Hi Jeremy, great question. To ensure we're talking about the same RAG, does your LLM model generate queries to issue to the search index, or does another information retrieval component take the user query and send it verbatim to the search index (before the LLM sees it) and then send both the query and response to the LLM to summarize?
i.e., is the LLM model tasked with generating or rewriting the user query to be a better query? Based on where you state "identical system prompt and message history", it suggests to me this is the scenario you are using, where the LLM can create search queries based on the message history and user inputs.
To improve debugging, I recommend you try your queries after decoupling your RAG application from the search queries you issue to the search index. That way, you reduce the number of variables to help determine if the search index is consistent.
If you're using the first scenario where the LLM is prompted something like, "you have access to a search index. You can only issue search queries to the search index and use the information to answer the user's question and provide references", then the LLM will likely generate slightly different search queries on consecutive runs, even for a constant temperature, because LLM completion has some innate variability. These search queries can retrieve different results from the index because they are not identical queries. If you use approaches that better understand the semantic meaning of the queries, such as vector search or hybrid search, you may find reduced variability in the search responses. Increasing the temperature of the LLM essentially decreases the influence of higher probability tokens when the LLM is predicting the next token, which will allow the LLM to make more varied choices, generating more "creative" responses. This will result in more variability into the search queries the LLM generates, making the search results also more varied.

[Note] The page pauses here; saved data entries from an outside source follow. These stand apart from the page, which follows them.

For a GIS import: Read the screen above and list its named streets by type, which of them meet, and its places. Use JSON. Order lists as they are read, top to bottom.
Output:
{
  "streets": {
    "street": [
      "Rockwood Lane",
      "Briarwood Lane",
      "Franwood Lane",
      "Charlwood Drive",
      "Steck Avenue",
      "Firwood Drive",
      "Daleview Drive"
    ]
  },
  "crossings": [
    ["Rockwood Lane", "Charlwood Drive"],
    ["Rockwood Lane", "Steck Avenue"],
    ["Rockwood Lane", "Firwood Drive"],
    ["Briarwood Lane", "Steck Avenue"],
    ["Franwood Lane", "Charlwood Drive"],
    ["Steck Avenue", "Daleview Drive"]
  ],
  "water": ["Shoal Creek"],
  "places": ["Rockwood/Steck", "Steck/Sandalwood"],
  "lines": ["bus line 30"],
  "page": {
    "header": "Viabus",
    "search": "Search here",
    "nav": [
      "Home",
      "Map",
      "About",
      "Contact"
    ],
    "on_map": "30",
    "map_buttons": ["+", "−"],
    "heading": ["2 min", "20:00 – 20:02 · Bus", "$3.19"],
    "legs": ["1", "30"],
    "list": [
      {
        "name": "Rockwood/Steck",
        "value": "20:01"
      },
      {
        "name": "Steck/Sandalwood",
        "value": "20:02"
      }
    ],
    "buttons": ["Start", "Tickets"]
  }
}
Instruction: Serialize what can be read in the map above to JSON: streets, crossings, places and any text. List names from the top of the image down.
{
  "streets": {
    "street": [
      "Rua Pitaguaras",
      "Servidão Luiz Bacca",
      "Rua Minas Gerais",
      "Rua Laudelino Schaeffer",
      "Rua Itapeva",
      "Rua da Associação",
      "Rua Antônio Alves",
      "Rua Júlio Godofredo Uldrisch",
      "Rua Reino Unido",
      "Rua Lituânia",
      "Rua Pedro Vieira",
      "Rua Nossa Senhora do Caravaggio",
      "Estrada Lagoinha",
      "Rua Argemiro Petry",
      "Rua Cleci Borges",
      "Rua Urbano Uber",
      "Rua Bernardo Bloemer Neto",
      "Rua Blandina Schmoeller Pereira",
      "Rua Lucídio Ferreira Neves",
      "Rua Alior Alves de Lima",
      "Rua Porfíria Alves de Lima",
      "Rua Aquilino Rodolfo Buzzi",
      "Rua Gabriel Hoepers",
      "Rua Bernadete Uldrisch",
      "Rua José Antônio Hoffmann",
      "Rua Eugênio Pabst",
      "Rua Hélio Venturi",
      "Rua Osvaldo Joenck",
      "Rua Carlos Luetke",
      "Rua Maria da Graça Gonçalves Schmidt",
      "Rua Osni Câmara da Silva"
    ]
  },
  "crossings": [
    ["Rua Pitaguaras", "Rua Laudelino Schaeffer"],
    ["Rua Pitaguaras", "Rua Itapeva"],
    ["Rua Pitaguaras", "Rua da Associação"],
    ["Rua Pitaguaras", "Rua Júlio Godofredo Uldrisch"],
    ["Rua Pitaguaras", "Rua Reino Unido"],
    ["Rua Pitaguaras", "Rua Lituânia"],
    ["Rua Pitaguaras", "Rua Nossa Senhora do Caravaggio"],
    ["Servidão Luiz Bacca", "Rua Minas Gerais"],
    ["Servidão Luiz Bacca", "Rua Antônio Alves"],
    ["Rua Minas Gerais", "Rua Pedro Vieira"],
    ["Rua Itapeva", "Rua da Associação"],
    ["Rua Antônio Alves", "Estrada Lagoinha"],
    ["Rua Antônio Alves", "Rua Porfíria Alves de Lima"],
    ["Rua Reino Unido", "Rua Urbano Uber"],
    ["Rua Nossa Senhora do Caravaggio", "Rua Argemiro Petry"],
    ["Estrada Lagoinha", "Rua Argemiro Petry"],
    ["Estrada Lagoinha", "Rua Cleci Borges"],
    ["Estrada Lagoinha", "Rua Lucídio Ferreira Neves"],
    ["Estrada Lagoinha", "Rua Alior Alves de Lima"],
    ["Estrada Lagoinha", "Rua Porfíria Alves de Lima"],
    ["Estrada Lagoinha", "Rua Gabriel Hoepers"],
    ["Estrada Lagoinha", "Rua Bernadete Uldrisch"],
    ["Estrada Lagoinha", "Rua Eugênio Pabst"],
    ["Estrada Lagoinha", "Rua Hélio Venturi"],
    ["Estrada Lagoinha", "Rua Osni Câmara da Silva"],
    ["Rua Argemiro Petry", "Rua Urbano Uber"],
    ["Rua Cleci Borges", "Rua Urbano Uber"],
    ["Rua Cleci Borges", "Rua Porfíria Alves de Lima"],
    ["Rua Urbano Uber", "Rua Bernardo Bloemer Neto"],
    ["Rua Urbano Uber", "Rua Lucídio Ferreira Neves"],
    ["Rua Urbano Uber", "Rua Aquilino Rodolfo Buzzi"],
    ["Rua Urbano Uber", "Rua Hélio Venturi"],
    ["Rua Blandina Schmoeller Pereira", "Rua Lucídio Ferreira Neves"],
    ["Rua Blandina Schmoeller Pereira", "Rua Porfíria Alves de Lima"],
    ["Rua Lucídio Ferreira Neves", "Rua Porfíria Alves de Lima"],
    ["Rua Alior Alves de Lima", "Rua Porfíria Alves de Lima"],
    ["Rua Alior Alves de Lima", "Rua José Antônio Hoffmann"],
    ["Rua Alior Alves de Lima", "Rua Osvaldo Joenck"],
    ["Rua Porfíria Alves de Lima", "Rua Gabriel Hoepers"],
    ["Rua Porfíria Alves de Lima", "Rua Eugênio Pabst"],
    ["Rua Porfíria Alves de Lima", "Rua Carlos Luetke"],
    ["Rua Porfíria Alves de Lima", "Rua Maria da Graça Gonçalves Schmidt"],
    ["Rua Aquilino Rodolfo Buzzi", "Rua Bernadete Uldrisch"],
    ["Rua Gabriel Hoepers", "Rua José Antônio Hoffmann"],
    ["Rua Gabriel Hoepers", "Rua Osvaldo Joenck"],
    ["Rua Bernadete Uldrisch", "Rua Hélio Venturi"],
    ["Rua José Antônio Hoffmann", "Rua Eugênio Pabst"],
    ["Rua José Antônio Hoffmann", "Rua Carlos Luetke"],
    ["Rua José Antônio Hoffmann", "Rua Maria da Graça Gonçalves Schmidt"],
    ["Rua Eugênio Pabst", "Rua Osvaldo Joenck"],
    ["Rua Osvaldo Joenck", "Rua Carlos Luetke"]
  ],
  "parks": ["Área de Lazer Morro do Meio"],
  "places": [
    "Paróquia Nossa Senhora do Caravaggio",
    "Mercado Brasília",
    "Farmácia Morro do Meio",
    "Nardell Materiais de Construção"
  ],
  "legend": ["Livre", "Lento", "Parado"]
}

If it's the second scenario, then decouple the responses provided by the initial search from the LLM component. Issue the same query repeatedly against the search index and observe if the results vary significantly. If they do, there may be some tuning you need to perform on the search index. Some examples:
- Due to the sharded nature of search indexes for multi-replica search clusters, consistency can be influenced by different replicas containing different distributions of documents in given shards. This affects the statistics of the search operation, since scoring functions like BM25 compare things such as term frequency, document frequency, document length, term frequency saturation, and these statistics are dependent on the exact set of documents in a given shard. Setting the variable
sessionId
as defined here informs the search engine to try to route the request to the same replica units that served the initial request (but it's a best-effort attempt, not a guarantee). - Consistency can also be influenced by active indexing operations since the there will be a slight lag between indexing operations and those operations being applied across all nodes within the search cluster. This is why distributed indexes are often "eventually consistent".